Поэтому к счастью нужно быть готовым. Ждать, осознавать его, видеть. Марина Агеева видела. Мало того, понимала его зыбкость и непрочность. Но теперь она свое, выстраданное взять сможет. Теперь её пора наступает. Выстраданное и вымоленное, проверенное многими годами разлуки счастье почти уже лежит в её подрагивающих от волнения ладонях. И теперь-то уж Марина его из рук не выпустит. Как Жар-Птицу держать будет. Нежно, осторожно, но крепко.
Сегодня Андрей ночевал у неё в Столбцах. Утром рано уехал в Егорьевск. Снастей кое-каких рыбацких подкупить, то, сё… Максим предлагал ему поехать с ним вместе, на его «Жигуленке» после обеда, но Андрей отказался. «Хочу», – сказал он, – «По базару побродить, посмотреть, прицениться… А после обеда какой базар?»
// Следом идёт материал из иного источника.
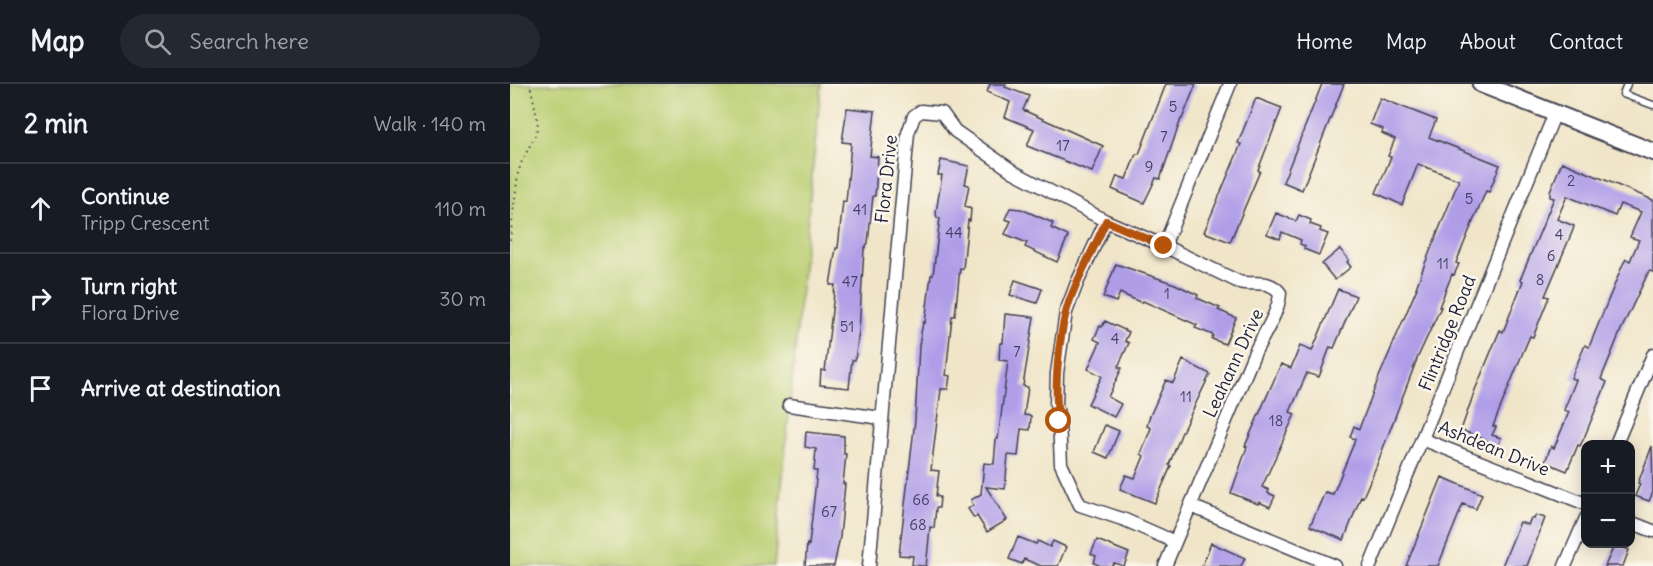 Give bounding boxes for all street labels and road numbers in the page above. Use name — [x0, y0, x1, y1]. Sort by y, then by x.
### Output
street label: Flora Drive — [870, 134, 902, 224]
street label: Flintridge Road — [1413, 271, 1481, 394]
street label: Leahann Drive — [1198, 305, 1268, 421]
street label: Ashdean Drive — [1435, 415, 1553, 481]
– Это да, – согласился Максим. – После обеда базара нету. Но не могу я с утра ехать, мне надо в Кремнево позарез наведаться. Есть там один шалопай – Гошка по кличку Долдон, семье житья не дает пьянками своими, жена вот ночью звонила, припугни говорит, хоть, его, Максим…
– Что ж, пугать поедешь? – улыбнулся Андрей.
– Вот женщины наши, – посетовал Ромашин. – Припугнуть припугни, а трогать не моги, сразу горой за этого забулдыгу становится. Он же из неё все соки вытянул, посмотрел бы ты на неё. Нет – жалеет чудо это непросыхающее…
Андрей покачал головой, подмигнул Марине.
– Да, наши женщины – они такие.
– Ты попробуй только запей мне, – засмеялась Марина. – Так сковородником закодирую, лучше любого нарколога будет.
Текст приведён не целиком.